Dataset entries:
+ + + +

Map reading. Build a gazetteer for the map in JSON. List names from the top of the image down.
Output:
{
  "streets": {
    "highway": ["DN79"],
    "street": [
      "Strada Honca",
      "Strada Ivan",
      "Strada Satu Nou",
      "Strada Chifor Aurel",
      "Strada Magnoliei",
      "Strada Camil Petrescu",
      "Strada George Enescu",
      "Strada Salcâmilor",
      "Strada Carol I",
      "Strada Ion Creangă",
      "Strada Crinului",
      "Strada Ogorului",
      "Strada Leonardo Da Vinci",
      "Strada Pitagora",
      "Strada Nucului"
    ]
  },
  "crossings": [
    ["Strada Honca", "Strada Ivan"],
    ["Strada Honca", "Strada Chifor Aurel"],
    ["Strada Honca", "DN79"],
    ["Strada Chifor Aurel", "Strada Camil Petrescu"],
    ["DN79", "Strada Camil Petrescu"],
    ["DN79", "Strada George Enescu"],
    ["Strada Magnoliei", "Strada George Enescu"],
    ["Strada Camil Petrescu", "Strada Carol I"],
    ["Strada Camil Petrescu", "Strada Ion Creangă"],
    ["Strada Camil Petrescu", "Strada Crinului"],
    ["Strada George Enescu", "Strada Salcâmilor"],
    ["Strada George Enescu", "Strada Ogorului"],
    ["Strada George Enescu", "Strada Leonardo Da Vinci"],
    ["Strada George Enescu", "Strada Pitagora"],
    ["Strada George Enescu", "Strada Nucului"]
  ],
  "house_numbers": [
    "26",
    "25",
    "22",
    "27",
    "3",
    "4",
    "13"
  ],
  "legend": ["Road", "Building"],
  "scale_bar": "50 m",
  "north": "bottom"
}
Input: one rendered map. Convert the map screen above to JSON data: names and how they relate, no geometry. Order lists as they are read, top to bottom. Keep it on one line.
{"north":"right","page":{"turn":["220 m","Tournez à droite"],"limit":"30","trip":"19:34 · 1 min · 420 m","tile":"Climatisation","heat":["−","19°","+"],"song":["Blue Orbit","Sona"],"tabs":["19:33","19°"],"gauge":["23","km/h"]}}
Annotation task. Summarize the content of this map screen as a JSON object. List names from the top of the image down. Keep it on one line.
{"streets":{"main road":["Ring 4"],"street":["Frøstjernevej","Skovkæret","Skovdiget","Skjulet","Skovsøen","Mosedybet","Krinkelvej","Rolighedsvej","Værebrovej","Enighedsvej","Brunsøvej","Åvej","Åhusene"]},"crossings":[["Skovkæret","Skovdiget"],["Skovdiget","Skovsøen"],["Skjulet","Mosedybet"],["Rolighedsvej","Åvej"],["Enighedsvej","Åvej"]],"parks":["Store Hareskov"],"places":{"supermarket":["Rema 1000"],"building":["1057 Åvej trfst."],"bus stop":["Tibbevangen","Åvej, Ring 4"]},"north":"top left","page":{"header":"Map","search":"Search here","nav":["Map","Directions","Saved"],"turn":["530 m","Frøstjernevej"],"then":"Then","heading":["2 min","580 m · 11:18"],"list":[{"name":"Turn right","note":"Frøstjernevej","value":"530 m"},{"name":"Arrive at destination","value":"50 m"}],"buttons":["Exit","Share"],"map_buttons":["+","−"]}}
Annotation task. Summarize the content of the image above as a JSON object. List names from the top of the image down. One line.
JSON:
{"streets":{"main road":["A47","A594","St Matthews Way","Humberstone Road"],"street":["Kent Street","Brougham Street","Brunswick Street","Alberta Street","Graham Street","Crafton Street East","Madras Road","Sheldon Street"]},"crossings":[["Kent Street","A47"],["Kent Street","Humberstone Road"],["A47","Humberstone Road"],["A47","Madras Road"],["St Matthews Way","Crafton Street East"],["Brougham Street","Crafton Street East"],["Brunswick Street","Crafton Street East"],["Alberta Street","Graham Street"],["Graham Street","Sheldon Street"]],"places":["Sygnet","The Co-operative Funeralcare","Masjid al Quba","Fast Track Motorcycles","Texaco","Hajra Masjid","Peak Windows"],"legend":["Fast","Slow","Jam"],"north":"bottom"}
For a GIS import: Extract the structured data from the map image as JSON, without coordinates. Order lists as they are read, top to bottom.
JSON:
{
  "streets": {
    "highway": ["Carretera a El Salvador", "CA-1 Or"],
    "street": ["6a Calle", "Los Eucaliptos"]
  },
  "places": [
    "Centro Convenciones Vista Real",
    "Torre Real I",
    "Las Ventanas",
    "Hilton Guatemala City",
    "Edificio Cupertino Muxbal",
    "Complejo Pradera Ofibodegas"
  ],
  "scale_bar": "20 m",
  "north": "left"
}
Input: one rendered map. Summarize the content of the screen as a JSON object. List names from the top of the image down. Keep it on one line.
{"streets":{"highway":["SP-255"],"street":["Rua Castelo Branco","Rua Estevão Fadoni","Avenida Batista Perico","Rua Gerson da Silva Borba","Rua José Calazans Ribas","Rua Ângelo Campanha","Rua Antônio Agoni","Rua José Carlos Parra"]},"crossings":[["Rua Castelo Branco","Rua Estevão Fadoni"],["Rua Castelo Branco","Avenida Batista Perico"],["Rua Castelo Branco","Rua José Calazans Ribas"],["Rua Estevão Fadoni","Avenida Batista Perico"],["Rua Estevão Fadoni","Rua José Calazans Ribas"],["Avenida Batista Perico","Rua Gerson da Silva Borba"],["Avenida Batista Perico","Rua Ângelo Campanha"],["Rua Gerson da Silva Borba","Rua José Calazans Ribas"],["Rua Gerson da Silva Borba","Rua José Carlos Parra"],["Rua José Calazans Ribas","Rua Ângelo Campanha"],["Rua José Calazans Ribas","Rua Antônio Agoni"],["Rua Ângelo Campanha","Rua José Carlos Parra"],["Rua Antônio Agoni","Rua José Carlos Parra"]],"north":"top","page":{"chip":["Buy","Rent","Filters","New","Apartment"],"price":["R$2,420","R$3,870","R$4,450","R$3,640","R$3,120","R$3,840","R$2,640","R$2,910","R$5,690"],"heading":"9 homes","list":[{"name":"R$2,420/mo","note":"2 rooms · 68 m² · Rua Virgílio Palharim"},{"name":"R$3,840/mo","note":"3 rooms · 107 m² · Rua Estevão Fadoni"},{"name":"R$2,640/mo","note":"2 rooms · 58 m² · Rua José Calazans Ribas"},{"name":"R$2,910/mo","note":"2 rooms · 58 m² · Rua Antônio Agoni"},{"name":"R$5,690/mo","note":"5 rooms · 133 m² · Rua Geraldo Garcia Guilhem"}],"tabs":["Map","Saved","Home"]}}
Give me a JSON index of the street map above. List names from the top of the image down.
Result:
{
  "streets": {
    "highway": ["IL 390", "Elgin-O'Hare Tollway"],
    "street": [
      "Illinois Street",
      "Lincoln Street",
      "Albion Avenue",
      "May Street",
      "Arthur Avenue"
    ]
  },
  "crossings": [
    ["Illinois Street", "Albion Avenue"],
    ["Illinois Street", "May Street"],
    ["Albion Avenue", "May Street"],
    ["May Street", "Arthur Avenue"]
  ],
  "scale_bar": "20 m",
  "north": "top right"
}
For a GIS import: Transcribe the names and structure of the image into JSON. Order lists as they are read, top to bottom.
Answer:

+ + + +

BRIEF
Copy each line of the data exactly, please.

ANSWER
Map reading. Build a gazetteer for the map in JSON. List names from the top of the image down.
Output:
{
  "streets": {
    "highway": ["DN79"],
    "street": [
      "Strada Honca",
      "Strada Ivan",
      "Strada Satu Nou",
      "Strada Chifor Aurel",
      "Strada Magnoliei",
      "Strada Camil Petrescu",
      "Strada George Enescu",
      "Strada Salcâmilor",
      "Strada Carol I",
      "Strada Ion Creangă",
      "Strada Crinului",
      "Strada Ogorului",
      "Strada Leonardo Da Vinci",
      "Strada Pitagora",
      "Strada Nucului"
    ]
  },
  "crossings": [
    ["Strada Honca", "Strada Ivan"],
    ["Strada Honca", "Strada Chifor Aurel"],
    ["Strada Honca", "DN79"],
    ["Strada Chifor Aurel", "Strada Camil Petrescu"],
    ["DN79", "Strada Camil Petrescu"],
    ["DN79", "Strada George Enescu"],
    ["Strada Magnoliei", "Strada George Enescu"],
    ["Strada Camil Petrescu", "Strada Carol I"],
    ["Strada Camil Petrescu", "Strada Ion Creangă"],
    ["Strada Camil Petrescu", "Strada Crinului"],
    ["Strada George Enescu", "Strada Salcâmilor"],
    ["Strada George Enescu", "Strada Ogorului"],
    ["Strada George Enescu", "Strada Leonardo Da Vinci"],
    ["Strada George Enescu", "Strada Pitagora"],
    ["Strada George Enescu", "Strada Nucului"]
  ],
  "house_numbers": [
    "26",
    "25",
    "22",
    "27",
    "3",
    "4",
    "13"
  ],
  "legend": ["Road", "Building"],
  "scale_bar": "50 m",
  "north": "bottom"
}
Input: one rendered map. Convert the map screen above to JSON data: names and how they relate, no geometry. Order lists as they are read, top to bottom. Keep it on one line.
{"north":"right","page":{"turn":["220 m","Tournez à droite"],"limit":"30","trip":"19:34 · 1 min · 420 m","tile":"Climatisation","heat":["−","19°","+"],"song":["Blue Orbit","Sona"],"tabs":["19:33","19°"],"gauge":["23","km/h"]}}
Annotation task. Summarize the content of this map screen as a JSON object. List names from the top of the image down. Keep it on one line.
{"streets":{"main road":["Ring 4"],"street":["Frøstjernevej","Skovkæret","Skovdiget","Skjulet","Skovsøen","Mosedybet","Krinkelvej","Rolighedsvej","Værebrovej","Enighedsvej","Brunsøvej","Åvej","Åhusene"]},"crossings":[["Skovkæret","Skovdiget"],["Skovdiget","Skovsøen"],["Skjulet","Mosedybet"],["Rolighedsvej","Åvej"],["Enighedsvej","Åvej"]],"parks":["Store Hareskov"],"places":{"supermarket":["Rema 1000"],"building":["1057 Åvej trfst."],"bus stop":["Tibbevangen","Åvej, Ring 4"]},"north":"top left","page":{"header":"Map","search":"Search here","nav":["Map","Directions","Saved"],"turn":["530 m","Frøstjernevej"],"then":"Then","heading":["2 min","580 m · 11:18"],"list":[{"name":"Turn right","note":"Frøstjernevej","value":"530 m"},{"name":"Arrive at destination","value":"50 m"}],"buttons":["Exit","Share"],"map_buttons":["+","−"]}}
Annotation task. Summarize the content of the image above as a JSON object. List names from the top of the image down. One line.
JSON:
{"streets":{"main road":["A47","A594","St Matthews Way","Humberstone Road"],"street":["Kent Street","Brougham Street","Brunswick Street","Alberta Street","Graham Street","Crafton Street East","Madras Road","Sheldon Street"]},"crossings":[["Kent Street","A47"],["Kent Street","Humberstone Road"],["A47","Humberstone Road"],["A47","Madras Road"],["St Matthews Way","Crafton Street East"],["Brougham Street","Crafton Street East"],["Brunswick Street","Crafton Street East"],["Alberta Street","Graham Street"],["Graham Street","Sheldon Street"]],"places":["Sygnet","The Co-operative Funeralcare","Masjid al Quba","Fast Track Motorcycles","Texaco","Hajra Masjid","Peak Windows"],"legend":["Fast","Slow","Jam"],"north":"bottom"}
For a GIS import: Extract the structured data from the map image as JSON, without coordinates. Order lists as they are read, top to bottom.
JSON:
{
  "streets": {
    "highway": ["Carretera a El Salvador", "CA-1 Or"],
    "street": ["6a Calle", "Los Eucaliptos"]
  },
  "places": [
    "Centro Convenciones Vista Real",
    "Torre Real I",
    "Las Ventanas",
    "Hilton Guatemala City",
    "Edificio Cupertino Muxbal",
    "Complejo Pradera Ofibodegas"
  ],
  "scale_bar": "20 m",
  "north": "left"
}
Input: one rendered map. Summarize the content of the screen as a JSON object. List names from the top of the image down. Keep it on one line.
{"streets":{"highway":["SP-255"],"street":["Rua Castelo Branco","Rua Estevão Fadoni","Avenida Batista Perico","Rua Gerson da Silva Borba","Rua José Calazans Ribas","Rua Ângelo Campanha","Rua Antônio Agoni","Rua José Carlos Parra"]},"crossings":[["Rua Castelo Branco","Rua Estevão Fadoni"],["Rua Castelo Branco","Avenida Batista Perico"],["Rua Castelo Branco","Rua José Calazans Ribas"],["Rua Estevão Fadoni","Avenida Batista Perico"],["Rua Estevão Fadoni","Rua José Calazans Ribas"],["Avenida Batista Perico","Rua Gerson da Silva Borba"],["Avenida Batista Perico","Rua Ângelo Campanha"],["Rua Gerson da Silva Borba","Rua José Calazans Ribas"],["Rua Gerson da Silva Borba","Rua José Carlos Parra"],["Rua José Calazans Ribas","Rua Ângelo Campanha"],["Rua José Calazans Ribas","Rua Antônio Agoni"],["Rua Ângelo Campanha","Rua José Carlos Parra"],["Rua Antônio Agoni","Rua José Carlos Parra"]],"north":"top","page":{"chip":["Buy","Rent","Filters","New","Apartment"],"price":["R$2,420","R$3,870","R$4,450","R$3,640","R$3,120","R$3,840","R$2,640","R$2,910","R$5,690"],"heading":"9 homes","list":[{"name":"R$2,420/mo","note":"2 rooms · 68 m² · Rua Virgílio Palharim"},{"name":"R$3,840/mo","note":"3 rooms · 107 m² · Rua Estevão Fadoni"},{"name":"R$2,640/mo","note":"2 rooms · 58 m² · Rua José Calazans Ribas"},{"name":"R$2,910/mo","note":"2 rooms · 58 m² · Rua Antônio Agoni"},{"name":"R$5,690/mo","note":"5 rooms · 133 m² · Rua Geraldo Garcia Guilhem"}],"tabs":["Map","Saved","Home"]}}
Give me a JSON index of the street map above. List names from the top of the image down.
Result:
{
  "streets": {
    "highway": ["IL 390", "Elgin-O'Hare Tollway"],
    "street": [
      "Illinois Street",
      "Lincoln Street",
      "Albion Avenue",
      "May Street",
      "Arthur Avenue"
    ]
  },
  "crossings": [
    ["Illinois Street", "Albion Avenue"],
    ["Illinois Street", "May Street"],
    ["Albion Avenue", "May Street"],
    ["May Street", "Arthur Avenue"]
  ],
  "scale_bar": "20 m",
  "north": "top right"
}
For a GIS import: Transcribe the names and structure of the image into JSON. Order lists as they are read, top to bottom.
Answer:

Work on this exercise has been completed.